> _INFORMATION GIVEN_:
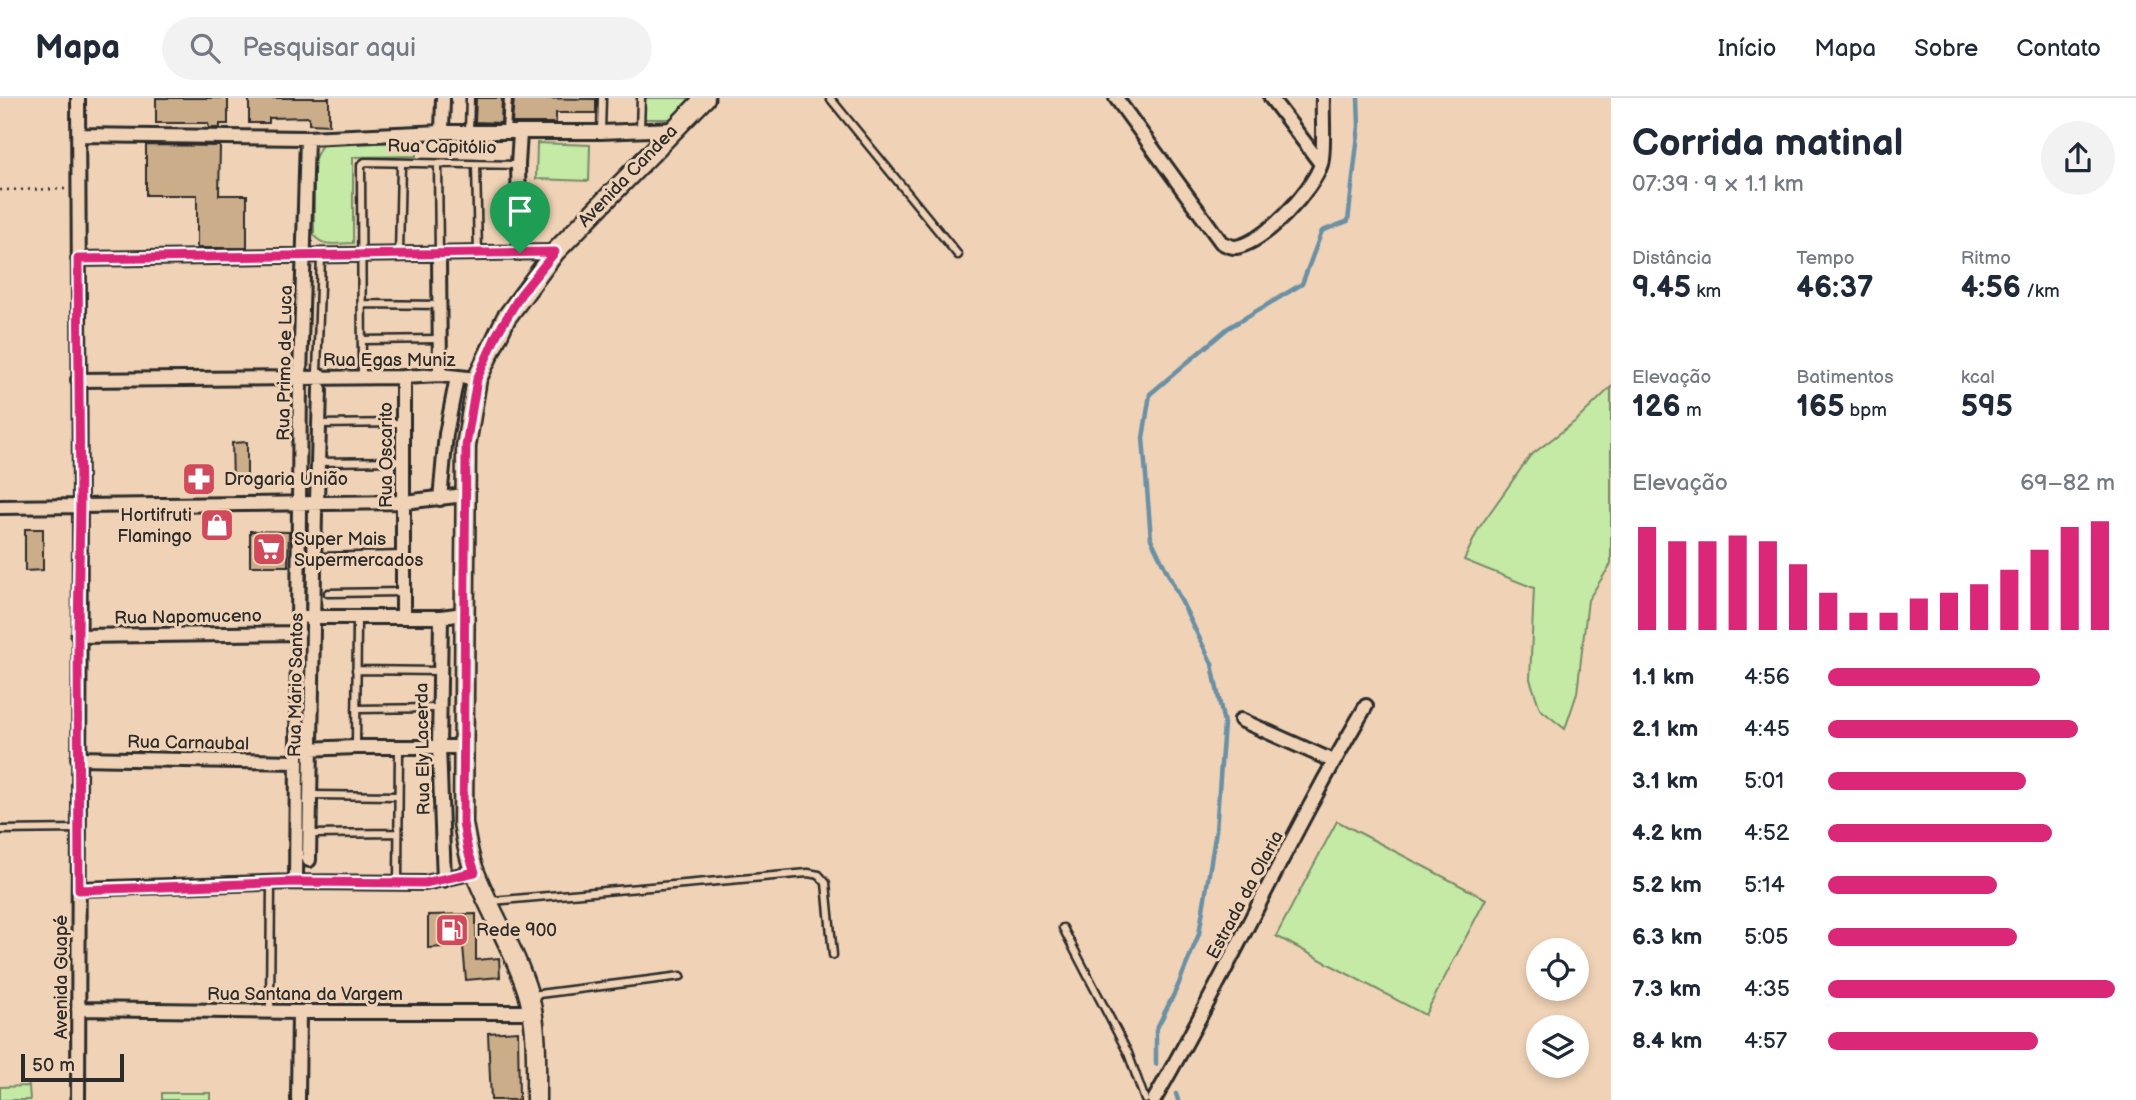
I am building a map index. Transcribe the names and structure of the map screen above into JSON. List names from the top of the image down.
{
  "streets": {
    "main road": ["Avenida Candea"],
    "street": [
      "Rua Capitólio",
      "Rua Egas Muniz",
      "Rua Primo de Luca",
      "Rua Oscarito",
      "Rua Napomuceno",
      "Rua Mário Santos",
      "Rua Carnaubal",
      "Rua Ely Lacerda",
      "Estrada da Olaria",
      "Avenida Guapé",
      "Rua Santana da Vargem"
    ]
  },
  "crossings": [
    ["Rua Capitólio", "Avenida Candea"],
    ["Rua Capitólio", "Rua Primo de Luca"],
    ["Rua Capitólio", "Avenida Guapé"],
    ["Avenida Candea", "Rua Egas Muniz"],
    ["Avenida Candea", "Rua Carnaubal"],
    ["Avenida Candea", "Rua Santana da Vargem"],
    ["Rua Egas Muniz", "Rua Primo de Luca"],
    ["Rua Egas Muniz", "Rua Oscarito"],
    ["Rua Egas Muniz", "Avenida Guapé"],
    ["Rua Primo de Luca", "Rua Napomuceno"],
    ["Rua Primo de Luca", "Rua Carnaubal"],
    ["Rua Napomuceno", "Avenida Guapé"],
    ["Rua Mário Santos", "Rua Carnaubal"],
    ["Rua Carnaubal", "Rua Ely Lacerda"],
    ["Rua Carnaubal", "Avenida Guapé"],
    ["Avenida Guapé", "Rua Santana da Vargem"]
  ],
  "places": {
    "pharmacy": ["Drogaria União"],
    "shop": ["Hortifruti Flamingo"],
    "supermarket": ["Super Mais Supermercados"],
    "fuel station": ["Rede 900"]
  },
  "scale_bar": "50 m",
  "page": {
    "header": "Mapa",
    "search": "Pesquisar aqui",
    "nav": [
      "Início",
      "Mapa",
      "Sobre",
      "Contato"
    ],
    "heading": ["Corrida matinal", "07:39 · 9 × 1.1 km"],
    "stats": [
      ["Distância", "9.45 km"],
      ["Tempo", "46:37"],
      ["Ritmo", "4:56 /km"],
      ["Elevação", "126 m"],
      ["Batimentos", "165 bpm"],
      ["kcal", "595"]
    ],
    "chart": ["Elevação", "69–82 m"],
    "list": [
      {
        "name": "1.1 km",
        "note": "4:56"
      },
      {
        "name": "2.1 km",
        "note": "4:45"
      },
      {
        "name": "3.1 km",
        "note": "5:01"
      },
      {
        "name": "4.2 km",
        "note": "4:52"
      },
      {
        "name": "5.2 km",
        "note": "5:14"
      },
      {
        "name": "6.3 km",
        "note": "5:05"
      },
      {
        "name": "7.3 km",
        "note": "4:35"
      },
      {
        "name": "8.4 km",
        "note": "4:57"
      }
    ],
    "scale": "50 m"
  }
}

> _EXERCISE REQUIREMENTS_: Report every line from the material above that mentions the word "Vargem".

> _YOUR RESPONSE_:
      "Rua Santana da Vargem"
    ["Avenida Candea", "Rua Santana da Vargem"],
    ["Avenida Guapé", "Rua Santana da Vargem"]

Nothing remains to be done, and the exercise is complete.